* _What is required_:
When a line in the entries below contains "controls", tally it; give the tally with nothing added.

Provided information START

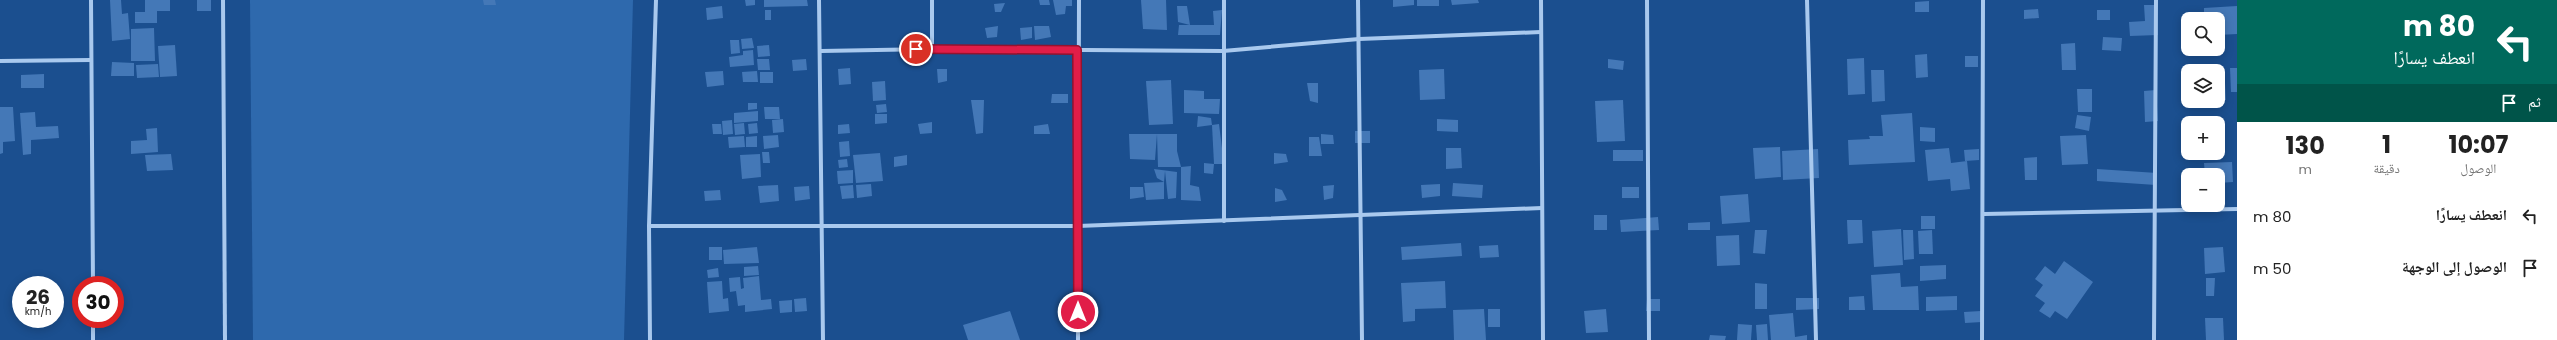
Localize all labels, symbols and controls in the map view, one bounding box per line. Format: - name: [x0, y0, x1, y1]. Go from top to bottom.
- text: 80 m: [2403, 7, 2475, 46]
- map controls: [2181, 12, 2225, 212]
- button: search: [2181, 12, 2225, 56]
- icon: left: [2489, 16, 2541, 68]
- pin: [899, 32, 933, 66]
- icon: arrive: [905, 38, 927, 60]
- text: انعطف يسارًا: [2394, 45, 2475, 70]
- button: layers: [2181, 64, 2225, 108]
- text: ثم: [2528, 91, 2541, 112]
- icon: arrive: [2498, 92, 2520, 114]
- button: +: [2181, 116, 2225, 160]
- text: 1: [2382, 128, 2391, 161]
- text: 10:07: [2448, 128, 2508, 161]
- text: 130: [2286, 129, 2325, 162]
- text: دقيقة: [2373, 159, 2400, 178]
- text: الوصول: [2460, 159, 2496, 178]
- text: m: [2299, 160, 2312, 179]
- button: −: [2181, 168, 2225, 212]
- text: انعطف يسارًا: [2436, 204, 2507, 225]
- icon: left: [2519, 205, 2541, 227]
- text: 80 m: [2253, 206, 2291, 227]
- text: الوصول إلى الوجهة: [2402, 256, 2507, 277]
- icon: arrive: [2519, 257, 2541, 279]
- text: 50 m: [2253, 258, 2291, 279]
- speed limit sign: 30: [72, 276, 124, 328]
- text: 26: [26, 283, 50, 311]
- position arrow: [1057, 291, 1099, 333]
- text: km/h: [25, 304, 51, 319]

Provided information END

* _Output_:
2